Los más habituales son las almohadas viscoelásticas, las con relleno sintéticos o de espuma

  • Viscoeslásticas: Este tipo de almohada ofrece una buena sujeción de la cabeza, lo que la hace muy adecuada para quien duerme de lado o para personas corpulentas. El látex admite bien los movimientos, y es también adecuado para quienes tienen alergia a los ácaros.
  • Sintético: Por lo general este tipo de rellenos es de fibra de poliéster, transpirante.

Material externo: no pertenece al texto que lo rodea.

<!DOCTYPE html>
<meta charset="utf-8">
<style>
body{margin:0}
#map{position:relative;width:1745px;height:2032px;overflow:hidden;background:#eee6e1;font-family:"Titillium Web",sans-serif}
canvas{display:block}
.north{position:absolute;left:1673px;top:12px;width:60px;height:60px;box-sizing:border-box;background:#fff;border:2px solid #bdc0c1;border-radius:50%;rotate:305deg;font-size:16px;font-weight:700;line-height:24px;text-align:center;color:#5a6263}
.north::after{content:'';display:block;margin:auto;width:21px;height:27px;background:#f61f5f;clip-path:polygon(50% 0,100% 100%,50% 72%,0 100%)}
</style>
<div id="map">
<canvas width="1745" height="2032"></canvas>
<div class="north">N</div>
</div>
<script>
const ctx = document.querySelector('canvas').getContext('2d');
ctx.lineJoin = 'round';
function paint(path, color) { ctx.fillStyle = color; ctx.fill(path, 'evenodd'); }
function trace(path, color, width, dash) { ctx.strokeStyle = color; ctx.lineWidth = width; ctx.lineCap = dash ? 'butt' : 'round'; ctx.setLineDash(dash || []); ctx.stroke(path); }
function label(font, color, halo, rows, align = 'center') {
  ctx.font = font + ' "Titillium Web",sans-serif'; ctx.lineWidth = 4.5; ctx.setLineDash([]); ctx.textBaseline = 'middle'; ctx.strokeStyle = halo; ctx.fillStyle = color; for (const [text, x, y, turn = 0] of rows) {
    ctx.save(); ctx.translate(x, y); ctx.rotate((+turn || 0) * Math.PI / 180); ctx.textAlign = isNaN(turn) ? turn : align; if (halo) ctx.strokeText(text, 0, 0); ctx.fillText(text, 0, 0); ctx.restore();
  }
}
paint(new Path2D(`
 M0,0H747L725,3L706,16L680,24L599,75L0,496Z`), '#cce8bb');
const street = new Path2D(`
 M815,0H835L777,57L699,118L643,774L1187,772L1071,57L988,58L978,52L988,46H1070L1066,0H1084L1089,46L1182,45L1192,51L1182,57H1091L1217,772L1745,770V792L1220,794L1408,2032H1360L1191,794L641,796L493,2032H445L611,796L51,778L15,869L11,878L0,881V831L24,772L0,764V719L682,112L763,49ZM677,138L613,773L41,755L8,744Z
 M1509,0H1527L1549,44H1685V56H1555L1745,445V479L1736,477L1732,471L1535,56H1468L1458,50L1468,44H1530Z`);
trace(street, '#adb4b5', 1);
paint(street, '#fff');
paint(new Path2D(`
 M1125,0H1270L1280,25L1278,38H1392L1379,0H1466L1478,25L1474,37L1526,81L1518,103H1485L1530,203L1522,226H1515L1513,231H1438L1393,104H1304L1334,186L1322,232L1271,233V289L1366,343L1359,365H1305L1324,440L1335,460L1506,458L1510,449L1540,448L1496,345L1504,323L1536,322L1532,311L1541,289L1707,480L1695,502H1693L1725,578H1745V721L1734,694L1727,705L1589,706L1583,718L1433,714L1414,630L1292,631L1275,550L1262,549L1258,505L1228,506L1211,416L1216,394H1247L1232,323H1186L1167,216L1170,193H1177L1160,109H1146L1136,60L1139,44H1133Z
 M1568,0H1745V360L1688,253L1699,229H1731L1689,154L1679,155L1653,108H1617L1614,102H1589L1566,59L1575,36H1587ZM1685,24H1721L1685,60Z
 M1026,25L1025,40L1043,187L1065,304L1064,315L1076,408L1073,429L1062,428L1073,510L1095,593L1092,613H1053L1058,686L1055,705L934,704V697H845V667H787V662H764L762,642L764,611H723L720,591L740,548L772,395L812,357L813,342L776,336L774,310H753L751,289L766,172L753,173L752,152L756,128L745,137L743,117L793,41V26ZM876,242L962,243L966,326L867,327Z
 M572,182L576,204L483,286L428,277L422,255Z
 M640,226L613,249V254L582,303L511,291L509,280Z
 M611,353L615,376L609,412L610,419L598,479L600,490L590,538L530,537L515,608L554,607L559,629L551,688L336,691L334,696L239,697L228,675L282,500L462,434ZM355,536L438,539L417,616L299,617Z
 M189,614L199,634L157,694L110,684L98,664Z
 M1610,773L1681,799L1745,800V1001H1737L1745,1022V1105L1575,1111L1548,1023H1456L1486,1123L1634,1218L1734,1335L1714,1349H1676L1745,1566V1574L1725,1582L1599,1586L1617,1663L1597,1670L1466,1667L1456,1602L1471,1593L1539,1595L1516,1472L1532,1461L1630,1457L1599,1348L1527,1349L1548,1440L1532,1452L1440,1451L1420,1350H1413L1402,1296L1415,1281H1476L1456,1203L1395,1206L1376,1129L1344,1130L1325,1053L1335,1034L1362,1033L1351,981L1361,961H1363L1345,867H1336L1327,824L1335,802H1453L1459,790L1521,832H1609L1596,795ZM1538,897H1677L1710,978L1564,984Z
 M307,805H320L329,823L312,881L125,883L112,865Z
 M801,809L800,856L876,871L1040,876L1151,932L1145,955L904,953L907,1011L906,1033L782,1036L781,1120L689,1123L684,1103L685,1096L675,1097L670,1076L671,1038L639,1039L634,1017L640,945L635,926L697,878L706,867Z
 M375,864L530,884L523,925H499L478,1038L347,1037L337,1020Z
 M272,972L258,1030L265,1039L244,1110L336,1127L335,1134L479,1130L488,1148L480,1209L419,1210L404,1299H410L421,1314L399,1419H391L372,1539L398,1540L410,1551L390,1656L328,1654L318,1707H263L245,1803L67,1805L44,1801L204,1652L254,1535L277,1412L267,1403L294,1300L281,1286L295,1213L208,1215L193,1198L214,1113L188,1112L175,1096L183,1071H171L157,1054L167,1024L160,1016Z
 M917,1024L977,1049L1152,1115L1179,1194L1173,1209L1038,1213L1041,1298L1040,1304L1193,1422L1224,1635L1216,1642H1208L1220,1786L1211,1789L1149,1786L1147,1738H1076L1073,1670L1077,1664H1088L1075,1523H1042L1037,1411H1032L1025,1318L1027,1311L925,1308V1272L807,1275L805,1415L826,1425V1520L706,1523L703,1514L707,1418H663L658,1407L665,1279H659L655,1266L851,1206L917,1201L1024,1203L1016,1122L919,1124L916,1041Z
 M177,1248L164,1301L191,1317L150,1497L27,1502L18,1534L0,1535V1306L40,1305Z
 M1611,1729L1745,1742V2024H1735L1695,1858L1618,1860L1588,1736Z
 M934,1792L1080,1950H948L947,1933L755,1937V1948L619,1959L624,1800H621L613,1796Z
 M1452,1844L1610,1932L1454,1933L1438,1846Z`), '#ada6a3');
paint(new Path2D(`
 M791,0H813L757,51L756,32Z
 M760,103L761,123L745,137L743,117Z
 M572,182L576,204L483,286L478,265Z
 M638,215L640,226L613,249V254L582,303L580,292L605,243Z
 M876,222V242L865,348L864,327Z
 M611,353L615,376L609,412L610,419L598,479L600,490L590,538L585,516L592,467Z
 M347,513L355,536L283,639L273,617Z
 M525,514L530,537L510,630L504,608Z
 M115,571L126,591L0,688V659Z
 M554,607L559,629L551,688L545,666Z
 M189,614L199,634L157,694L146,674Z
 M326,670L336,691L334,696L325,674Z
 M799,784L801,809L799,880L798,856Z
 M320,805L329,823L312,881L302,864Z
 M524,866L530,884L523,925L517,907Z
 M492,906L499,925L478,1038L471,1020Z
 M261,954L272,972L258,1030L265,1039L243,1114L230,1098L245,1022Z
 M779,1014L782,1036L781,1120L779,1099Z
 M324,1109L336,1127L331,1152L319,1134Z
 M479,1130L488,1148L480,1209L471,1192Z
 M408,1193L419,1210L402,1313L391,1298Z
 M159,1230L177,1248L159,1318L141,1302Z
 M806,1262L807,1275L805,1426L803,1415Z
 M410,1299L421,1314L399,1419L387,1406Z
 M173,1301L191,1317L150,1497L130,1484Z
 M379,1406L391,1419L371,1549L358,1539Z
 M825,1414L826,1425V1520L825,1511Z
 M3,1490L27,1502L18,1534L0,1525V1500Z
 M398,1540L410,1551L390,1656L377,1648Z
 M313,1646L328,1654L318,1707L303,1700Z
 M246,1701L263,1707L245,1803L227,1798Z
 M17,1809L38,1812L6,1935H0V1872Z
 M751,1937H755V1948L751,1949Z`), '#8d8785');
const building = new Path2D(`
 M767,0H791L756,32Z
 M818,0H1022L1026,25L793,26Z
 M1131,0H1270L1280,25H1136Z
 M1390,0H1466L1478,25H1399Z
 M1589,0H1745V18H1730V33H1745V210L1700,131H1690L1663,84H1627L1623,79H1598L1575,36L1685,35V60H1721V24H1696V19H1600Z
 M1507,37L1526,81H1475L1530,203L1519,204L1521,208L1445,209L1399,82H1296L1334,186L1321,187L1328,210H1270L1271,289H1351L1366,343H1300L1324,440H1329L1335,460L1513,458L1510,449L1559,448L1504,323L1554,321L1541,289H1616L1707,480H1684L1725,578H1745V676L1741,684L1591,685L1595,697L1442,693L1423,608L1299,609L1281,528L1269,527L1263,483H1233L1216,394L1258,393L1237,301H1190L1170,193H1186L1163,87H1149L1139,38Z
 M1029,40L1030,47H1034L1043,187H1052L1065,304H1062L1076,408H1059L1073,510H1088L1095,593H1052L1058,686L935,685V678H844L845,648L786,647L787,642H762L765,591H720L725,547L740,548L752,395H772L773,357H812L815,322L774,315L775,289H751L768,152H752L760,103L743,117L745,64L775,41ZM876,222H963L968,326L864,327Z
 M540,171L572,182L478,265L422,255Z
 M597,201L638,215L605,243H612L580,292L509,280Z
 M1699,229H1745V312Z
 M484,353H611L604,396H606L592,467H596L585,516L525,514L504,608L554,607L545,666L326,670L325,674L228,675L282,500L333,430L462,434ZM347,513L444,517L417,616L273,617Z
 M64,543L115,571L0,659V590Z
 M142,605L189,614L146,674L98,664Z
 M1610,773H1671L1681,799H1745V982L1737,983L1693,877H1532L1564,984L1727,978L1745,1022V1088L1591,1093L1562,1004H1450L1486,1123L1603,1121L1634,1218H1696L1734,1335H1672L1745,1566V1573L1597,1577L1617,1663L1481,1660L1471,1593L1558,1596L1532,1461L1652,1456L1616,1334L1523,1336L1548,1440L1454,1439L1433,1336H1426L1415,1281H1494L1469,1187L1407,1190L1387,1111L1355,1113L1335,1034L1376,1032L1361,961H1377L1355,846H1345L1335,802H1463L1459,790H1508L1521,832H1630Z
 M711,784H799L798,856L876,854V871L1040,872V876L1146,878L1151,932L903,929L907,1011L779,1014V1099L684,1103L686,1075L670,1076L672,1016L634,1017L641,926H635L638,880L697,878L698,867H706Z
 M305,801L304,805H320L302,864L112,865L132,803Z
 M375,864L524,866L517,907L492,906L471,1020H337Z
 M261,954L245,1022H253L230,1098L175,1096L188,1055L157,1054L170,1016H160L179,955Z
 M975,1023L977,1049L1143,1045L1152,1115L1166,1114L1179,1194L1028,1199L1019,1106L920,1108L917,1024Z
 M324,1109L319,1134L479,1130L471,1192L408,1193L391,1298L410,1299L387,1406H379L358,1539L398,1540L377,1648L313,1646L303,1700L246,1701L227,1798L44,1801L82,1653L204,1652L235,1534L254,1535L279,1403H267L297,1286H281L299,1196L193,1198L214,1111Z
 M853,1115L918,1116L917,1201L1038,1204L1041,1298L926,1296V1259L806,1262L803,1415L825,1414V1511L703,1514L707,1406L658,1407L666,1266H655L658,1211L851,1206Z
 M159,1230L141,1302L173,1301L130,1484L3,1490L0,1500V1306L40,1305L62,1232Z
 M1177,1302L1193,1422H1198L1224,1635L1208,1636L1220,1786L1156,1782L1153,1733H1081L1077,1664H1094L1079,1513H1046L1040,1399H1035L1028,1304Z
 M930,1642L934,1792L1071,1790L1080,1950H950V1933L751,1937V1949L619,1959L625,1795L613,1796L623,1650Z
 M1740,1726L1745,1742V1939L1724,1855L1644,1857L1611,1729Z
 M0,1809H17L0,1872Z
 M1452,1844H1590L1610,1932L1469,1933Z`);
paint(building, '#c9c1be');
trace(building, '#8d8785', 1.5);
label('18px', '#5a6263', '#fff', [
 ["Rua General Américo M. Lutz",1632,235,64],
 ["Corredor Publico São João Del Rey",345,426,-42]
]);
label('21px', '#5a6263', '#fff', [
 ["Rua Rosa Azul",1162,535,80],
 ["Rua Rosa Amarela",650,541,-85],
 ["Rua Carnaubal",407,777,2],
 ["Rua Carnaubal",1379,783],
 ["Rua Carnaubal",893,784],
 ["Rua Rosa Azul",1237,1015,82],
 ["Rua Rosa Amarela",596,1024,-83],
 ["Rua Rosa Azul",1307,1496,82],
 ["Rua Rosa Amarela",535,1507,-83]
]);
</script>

Es una almohada blanda, muy adecuada para personas muy delgadas, para niños y no presenta problemas de alergia.
  • Espuma: Este tipo de almohadas son normalmente de poliuretano. Muchas tienen “efecto memoria (memory foam)” o también conocidas como almohadas inteligentes, es decir, durante unos segundos mantiene la forma de cabeza y cuello aunque cambie de postura, lo que hace que no sea muy adecuado para quien se mueve mucho. Sí que va perfectamente para los que duermen de lado.

Bonus: Consejos de mantenimiento

Las almohadas deben ser cambiadas, según los especialistas cada dos años máximo, para mantenerlas aconsejamos el uso de protector de almohada o funda con cierre, esto nos permite evitar el lavado tan seguido. Si las vamos a poner en el lavarropas, primero debemos ver si la etiqueta de lavado lo permite y luego proceder, al lavado en programas de ropa fina, y luego tenderlas en un tender, no colgadas a la mitad o de las puntas en la soga.